- _About this task_
Show all lines below holding the string "overflow".

*** Opening of Source information ***

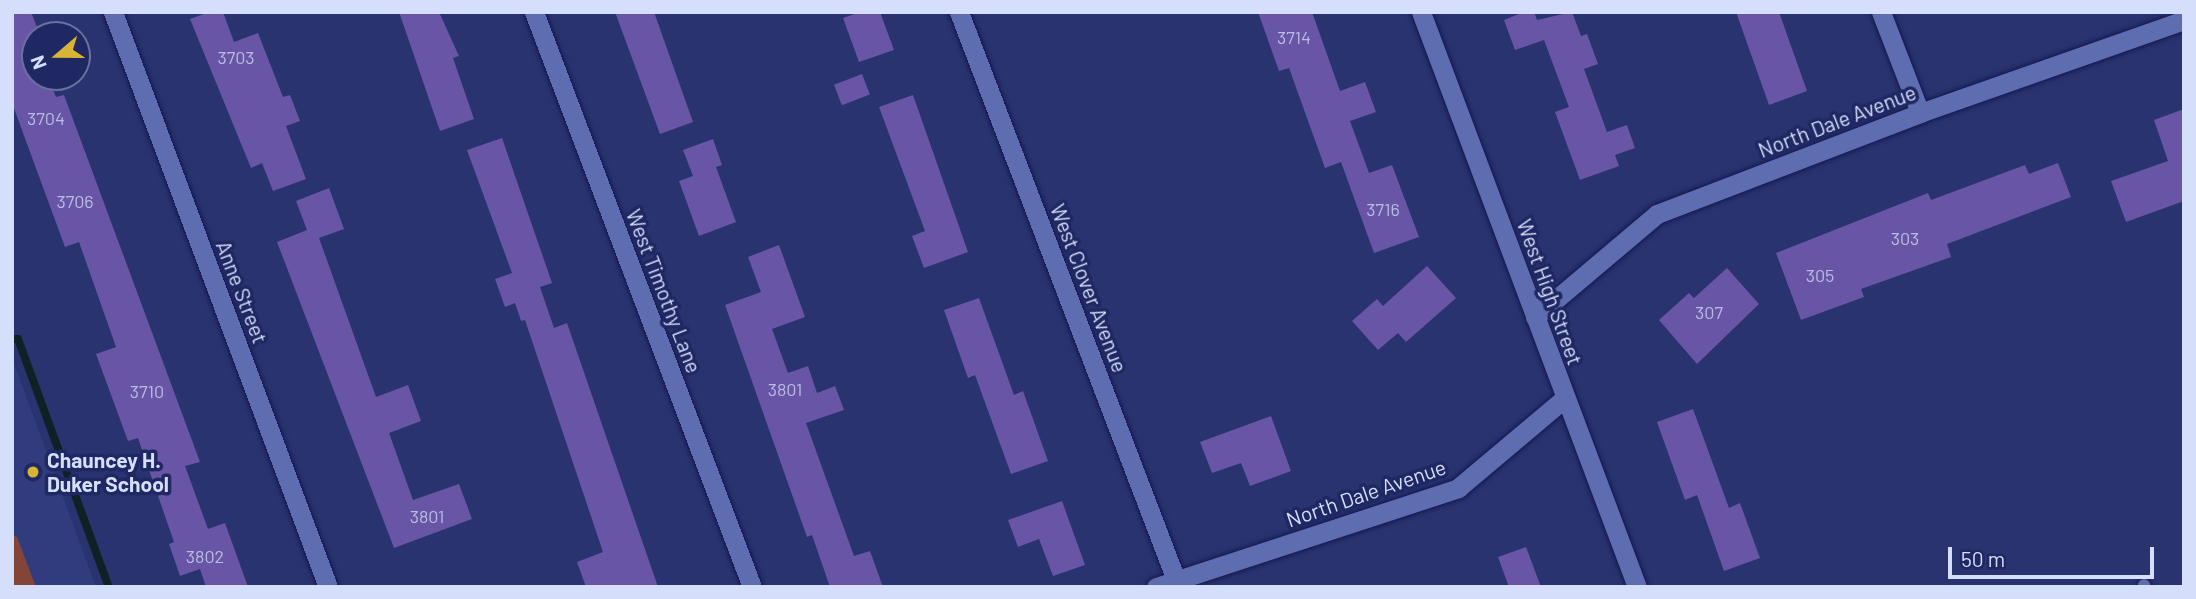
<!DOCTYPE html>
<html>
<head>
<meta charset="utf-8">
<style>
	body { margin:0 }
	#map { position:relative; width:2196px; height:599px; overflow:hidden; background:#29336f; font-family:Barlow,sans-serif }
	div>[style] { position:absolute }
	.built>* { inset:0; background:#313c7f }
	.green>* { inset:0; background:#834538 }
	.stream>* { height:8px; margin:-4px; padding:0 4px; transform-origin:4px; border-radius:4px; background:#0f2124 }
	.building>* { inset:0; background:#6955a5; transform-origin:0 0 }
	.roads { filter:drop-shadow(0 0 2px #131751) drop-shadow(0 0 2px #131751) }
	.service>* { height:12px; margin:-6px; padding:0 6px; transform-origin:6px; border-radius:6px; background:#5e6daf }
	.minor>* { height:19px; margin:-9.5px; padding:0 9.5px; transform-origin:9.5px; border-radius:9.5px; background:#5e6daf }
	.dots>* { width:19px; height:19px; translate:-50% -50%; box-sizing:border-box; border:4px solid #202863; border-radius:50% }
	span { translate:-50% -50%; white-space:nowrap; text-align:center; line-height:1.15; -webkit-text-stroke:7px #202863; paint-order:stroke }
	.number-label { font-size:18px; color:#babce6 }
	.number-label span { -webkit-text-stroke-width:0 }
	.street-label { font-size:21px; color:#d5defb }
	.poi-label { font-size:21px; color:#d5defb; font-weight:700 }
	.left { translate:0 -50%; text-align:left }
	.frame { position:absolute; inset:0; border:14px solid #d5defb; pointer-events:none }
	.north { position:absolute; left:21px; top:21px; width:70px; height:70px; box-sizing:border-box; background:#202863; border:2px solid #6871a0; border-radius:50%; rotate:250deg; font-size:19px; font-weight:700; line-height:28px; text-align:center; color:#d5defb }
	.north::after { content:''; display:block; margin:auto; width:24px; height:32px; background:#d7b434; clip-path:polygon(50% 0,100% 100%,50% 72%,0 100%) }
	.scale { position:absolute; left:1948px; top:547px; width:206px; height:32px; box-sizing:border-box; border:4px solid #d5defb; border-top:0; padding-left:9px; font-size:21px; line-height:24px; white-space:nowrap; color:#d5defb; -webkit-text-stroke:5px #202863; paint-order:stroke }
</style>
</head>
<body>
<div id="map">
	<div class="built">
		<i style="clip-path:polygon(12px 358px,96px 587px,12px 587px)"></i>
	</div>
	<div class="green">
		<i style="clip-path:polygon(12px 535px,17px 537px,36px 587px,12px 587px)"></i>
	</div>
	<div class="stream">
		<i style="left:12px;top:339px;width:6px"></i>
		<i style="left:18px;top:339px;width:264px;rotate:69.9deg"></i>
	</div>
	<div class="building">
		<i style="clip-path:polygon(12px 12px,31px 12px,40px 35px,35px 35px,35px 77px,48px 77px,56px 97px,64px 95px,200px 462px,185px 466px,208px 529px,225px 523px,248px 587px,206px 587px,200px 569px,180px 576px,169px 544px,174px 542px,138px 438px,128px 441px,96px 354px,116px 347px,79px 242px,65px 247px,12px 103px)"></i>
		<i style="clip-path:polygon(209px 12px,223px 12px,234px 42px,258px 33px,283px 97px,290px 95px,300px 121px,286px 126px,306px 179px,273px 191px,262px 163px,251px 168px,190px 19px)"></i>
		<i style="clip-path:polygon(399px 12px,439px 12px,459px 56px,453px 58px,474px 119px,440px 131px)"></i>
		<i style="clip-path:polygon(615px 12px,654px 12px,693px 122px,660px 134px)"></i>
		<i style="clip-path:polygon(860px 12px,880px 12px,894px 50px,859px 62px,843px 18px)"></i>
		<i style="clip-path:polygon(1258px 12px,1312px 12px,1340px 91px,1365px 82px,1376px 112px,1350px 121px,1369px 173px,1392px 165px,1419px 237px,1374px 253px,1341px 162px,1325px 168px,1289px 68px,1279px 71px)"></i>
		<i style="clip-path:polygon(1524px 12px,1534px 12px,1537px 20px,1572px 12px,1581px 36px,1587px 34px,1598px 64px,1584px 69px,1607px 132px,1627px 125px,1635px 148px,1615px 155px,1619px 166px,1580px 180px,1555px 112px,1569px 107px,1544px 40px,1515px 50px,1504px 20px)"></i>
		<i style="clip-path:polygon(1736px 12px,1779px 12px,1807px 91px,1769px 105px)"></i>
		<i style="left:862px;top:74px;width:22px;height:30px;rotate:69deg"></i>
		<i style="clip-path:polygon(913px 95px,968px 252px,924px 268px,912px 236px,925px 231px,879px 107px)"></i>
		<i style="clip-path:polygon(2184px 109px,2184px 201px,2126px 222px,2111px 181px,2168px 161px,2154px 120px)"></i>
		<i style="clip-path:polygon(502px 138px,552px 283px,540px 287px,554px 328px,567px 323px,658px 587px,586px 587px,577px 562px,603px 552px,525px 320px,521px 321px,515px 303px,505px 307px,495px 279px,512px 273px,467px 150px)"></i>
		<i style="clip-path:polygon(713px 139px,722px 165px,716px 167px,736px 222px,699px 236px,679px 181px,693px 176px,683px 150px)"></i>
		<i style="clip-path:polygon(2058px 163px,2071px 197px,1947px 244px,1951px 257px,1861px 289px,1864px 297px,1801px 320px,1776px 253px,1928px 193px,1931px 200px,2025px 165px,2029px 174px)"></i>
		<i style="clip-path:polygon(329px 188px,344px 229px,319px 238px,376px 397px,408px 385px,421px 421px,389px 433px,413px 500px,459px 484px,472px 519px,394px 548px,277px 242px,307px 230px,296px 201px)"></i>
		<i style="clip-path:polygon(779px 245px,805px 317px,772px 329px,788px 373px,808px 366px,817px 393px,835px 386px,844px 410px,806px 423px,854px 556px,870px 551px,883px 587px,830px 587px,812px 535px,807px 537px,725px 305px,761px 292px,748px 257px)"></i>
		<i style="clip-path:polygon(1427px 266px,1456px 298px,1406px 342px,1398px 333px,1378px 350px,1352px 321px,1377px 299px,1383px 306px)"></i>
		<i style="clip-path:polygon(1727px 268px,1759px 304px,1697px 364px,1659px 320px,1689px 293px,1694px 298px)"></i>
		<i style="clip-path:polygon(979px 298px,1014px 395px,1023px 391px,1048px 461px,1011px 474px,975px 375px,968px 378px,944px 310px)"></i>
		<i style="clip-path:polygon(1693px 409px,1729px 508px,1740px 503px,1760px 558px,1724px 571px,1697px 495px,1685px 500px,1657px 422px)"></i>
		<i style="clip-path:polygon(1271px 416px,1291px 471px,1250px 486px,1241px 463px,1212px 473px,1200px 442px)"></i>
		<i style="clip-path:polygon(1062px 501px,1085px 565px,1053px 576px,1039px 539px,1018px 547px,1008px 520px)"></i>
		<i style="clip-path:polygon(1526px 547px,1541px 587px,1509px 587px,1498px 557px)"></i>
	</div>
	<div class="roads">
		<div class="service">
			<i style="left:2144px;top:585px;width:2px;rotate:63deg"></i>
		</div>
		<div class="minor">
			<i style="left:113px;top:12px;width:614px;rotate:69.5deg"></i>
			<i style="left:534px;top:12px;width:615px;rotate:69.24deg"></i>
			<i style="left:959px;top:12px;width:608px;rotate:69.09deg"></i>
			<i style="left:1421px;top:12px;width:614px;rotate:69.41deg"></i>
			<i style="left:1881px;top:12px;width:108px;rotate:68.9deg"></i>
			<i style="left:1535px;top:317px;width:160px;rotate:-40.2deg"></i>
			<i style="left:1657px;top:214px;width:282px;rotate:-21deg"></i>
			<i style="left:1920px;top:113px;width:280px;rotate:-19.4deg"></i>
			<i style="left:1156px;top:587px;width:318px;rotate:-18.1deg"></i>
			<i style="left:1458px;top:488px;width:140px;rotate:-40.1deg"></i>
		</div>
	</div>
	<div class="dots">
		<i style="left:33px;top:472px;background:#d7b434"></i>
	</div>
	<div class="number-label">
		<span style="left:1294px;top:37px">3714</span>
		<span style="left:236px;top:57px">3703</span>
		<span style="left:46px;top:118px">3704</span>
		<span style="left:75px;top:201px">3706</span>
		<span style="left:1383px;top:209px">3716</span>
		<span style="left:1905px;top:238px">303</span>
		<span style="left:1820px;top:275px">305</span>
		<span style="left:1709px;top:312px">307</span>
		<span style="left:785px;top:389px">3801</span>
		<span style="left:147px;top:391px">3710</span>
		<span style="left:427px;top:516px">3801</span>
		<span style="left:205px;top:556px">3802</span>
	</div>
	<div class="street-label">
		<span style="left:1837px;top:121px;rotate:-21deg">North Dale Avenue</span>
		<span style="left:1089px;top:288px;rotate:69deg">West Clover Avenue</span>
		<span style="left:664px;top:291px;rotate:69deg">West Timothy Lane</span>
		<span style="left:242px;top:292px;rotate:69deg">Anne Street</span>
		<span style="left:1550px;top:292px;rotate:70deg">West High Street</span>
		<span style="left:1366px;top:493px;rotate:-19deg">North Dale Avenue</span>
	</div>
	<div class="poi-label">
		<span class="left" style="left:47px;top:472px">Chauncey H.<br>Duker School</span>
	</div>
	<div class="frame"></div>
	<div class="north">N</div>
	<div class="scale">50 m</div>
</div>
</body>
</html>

*** Close of Source information ***
*** Opening of Source information ***

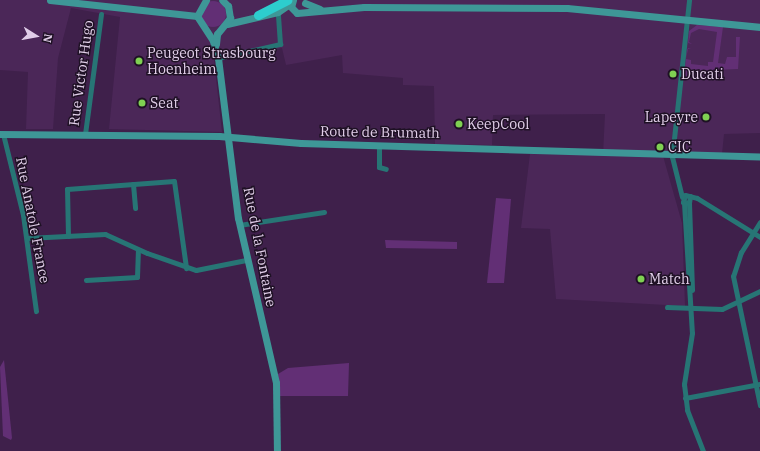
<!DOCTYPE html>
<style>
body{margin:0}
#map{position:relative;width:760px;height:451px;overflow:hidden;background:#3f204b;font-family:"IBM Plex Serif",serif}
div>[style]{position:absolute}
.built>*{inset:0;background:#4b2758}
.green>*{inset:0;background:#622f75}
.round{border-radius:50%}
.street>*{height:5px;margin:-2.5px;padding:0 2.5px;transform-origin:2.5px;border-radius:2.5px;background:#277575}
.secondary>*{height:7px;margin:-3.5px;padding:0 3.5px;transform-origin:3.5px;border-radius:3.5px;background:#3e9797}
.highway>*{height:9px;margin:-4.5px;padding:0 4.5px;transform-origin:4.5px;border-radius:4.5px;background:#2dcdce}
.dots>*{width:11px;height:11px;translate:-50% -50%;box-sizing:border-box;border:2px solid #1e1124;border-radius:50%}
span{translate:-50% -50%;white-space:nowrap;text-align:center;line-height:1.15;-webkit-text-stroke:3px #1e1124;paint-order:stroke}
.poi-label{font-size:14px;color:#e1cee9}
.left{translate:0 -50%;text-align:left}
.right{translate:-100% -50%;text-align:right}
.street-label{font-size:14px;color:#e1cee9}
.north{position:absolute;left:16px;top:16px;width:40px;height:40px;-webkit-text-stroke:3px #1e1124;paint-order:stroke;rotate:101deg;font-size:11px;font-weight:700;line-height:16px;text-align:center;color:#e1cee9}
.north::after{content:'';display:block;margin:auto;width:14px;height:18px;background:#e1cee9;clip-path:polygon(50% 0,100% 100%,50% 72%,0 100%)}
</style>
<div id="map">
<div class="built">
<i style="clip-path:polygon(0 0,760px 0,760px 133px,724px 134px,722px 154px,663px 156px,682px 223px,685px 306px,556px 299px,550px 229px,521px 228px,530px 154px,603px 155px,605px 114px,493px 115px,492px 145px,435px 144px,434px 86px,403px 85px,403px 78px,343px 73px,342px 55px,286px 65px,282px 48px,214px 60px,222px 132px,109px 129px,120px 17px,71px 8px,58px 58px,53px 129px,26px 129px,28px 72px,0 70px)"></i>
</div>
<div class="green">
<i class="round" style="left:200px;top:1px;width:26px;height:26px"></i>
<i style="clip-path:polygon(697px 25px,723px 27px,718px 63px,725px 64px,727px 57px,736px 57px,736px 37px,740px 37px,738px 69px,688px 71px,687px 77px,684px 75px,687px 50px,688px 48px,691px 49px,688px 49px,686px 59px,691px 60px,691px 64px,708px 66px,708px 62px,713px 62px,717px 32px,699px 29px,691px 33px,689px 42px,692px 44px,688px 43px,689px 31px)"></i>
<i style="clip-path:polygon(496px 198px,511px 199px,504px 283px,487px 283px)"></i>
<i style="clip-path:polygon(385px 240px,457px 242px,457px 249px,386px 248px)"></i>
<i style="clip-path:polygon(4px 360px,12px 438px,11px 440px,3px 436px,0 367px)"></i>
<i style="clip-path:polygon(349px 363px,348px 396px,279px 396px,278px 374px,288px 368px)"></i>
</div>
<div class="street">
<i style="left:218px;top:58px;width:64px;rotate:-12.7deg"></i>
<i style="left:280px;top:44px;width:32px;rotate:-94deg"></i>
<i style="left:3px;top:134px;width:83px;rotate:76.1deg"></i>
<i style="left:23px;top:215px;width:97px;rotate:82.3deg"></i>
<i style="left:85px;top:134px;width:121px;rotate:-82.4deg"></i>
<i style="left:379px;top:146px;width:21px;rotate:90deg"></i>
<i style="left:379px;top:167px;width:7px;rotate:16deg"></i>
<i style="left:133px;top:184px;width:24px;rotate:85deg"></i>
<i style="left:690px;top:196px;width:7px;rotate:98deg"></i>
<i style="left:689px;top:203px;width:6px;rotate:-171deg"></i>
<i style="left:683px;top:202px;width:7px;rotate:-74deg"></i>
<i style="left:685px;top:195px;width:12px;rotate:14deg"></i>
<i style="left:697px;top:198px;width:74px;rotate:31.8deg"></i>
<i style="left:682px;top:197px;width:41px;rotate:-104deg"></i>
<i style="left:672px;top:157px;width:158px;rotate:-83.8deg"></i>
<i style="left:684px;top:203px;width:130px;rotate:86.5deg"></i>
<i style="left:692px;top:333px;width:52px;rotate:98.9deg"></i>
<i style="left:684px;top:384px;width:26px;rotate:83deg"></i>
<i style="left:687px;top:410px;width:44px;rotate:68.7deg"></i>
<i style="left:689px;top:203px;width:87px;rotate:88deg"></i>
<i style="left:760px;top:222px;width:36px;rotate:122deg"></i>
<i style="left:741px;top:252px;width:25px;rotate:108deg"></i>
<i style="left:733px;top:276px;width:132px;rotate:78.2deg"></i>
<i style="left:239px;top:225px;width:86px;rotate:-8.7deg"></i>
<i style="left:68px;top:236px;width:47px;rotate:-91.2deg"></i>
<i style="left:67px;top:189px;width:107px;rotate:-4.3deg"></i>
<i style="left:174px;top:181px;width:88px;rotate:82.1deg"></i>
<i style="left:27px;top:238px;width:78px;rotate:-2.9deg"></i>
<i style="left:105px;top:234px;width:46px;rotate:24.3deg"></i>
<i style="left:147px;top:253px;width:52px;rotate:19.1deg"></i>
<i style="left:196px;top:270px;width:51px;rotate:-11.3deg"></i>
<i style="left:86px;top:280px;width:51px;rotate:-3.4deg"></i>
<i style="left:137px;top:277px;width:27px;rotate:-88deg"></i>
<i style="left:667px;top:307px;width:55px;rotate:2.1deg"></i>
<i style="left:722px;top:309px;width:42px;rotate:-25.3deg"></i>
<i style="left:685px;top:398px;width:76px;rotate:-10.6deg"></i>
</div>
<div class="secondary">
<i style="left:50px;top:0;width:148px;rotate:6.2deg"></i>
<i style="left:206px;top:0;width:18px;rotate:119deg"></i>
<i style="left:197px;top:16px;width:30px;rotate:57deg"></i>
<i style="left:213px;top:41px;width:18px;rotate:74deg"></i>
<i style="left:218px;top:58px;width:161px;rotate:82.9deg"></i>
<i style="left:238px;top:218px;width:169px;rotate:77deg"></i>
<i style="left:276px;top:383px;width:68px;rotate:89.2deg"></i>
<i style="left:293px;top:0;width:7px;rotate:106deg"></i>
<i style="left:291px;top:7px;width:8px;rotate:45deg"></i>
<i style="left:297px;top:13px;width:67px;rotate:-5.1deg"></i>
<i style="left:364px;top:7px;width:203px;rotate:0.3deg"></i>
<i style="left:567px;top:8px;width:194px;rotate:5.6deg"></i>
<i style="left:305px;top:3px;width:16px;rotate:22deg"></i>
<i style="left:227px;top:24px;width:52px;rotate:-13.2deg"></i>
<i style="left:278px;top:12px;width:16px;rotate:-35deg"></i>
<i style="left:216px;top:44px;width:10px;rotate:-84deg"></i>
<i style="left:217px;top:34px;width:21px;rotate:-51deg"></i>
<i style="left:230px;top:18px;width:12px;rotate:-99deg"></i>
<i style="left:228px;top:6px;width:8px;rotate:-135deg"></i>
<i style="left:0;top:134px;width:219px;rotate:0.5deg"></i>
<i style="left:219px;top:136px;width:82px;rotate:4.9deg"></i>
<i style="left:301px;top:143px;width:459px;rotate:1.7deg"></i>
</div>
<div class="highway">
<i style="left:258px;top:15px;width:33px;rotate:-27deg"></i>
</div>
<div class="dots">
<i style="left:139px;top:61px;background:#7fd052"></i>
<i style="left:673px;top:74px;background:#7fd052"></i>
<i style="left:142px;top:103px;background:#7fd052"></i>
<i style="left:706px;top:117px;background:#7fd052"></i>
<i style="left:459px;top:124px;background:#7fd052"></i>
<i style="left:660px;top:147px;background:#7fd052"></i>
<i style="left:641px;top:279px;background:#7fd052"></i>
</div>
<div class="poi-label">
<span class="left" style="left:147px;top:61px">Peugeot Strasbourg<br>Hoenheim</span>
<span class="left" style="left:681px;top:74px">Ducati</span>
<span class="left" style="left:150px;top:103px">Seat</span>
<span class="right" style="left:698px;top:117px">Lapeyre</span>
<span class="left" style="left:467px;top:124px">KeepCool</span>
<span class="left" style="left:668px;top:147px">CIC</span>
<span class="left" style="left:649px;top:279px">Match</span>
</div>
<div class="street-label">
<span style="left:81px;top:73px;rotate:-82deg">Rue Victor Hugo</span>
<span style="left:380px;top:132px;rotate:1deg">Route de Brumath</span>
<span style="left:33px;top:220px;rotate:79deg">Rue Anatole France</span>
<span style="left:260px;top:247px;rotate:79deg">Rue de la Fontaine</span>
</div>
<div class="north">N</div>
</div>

*** Close of Source information ***

- _Finished exercise_
	#map { position:relative; width:2196px; height:599px; overflow:hidden; background:#29336f; font-family:Barlow,sans-serif }
#map{position:relative;width:760px;height:451px;overflow:hidden;background:#3f204b;font-family:"IBM Plex Serif",serif}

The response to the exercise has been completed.